* [Prompt]:
Each line of the data below that carries the word "Restaurant" needs to be copied.

* [Data records]:

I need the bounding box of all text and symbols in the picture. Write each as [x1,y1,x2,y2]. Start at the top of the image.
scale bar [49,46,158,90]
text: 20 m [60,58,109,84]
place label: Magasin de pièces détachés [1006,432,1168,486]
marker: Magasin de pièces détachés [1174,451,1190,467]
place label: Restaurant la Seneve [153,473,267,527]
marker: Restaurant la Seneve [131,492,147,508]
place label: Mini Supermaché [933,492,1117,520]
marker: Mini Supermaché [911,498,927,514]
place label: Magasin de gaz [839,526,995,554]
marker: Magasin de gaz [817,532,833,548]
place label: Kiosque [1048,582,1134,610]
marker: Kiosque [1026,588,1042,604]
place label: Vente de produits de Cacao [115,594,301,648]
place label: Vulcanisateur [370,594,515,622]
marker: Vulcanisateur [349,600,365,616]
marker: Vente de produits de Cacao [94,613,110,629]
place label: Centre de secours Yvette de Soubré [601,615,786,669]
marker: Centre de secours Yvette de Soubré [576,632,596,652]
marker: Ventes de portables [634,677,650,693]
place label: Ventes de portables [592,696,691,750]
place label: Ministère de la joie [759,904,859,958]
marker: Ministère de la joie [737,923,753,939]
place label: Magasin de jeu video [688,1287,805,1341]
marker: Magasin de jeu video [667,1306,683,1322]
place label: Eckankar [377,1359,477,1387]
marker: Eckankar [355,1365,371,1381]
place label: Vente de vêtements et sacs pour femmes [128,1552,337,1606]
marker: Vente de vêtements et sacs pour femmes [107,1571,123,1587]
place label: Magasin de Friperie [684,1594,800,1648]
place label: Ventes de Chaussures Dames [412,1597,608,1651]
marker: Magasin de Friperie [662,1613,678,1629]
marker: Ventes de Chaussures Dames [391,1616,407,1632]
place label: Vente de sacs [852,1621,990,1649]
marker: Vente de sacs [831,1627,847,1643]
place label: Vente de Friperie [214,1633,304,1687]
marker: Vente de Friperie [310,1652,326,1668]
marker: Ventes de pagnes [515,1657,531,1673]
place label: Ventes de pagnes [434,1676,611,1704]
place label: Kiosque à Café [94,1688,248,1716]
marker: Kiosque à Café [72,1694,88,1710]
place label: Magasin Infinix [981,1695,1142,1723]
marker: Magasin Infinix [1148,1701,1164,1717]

* [Answer below]:
place label: Restaurant la Seneve [153,473,267,527]
marker: Restaurant la Seneve [131,492,147,508]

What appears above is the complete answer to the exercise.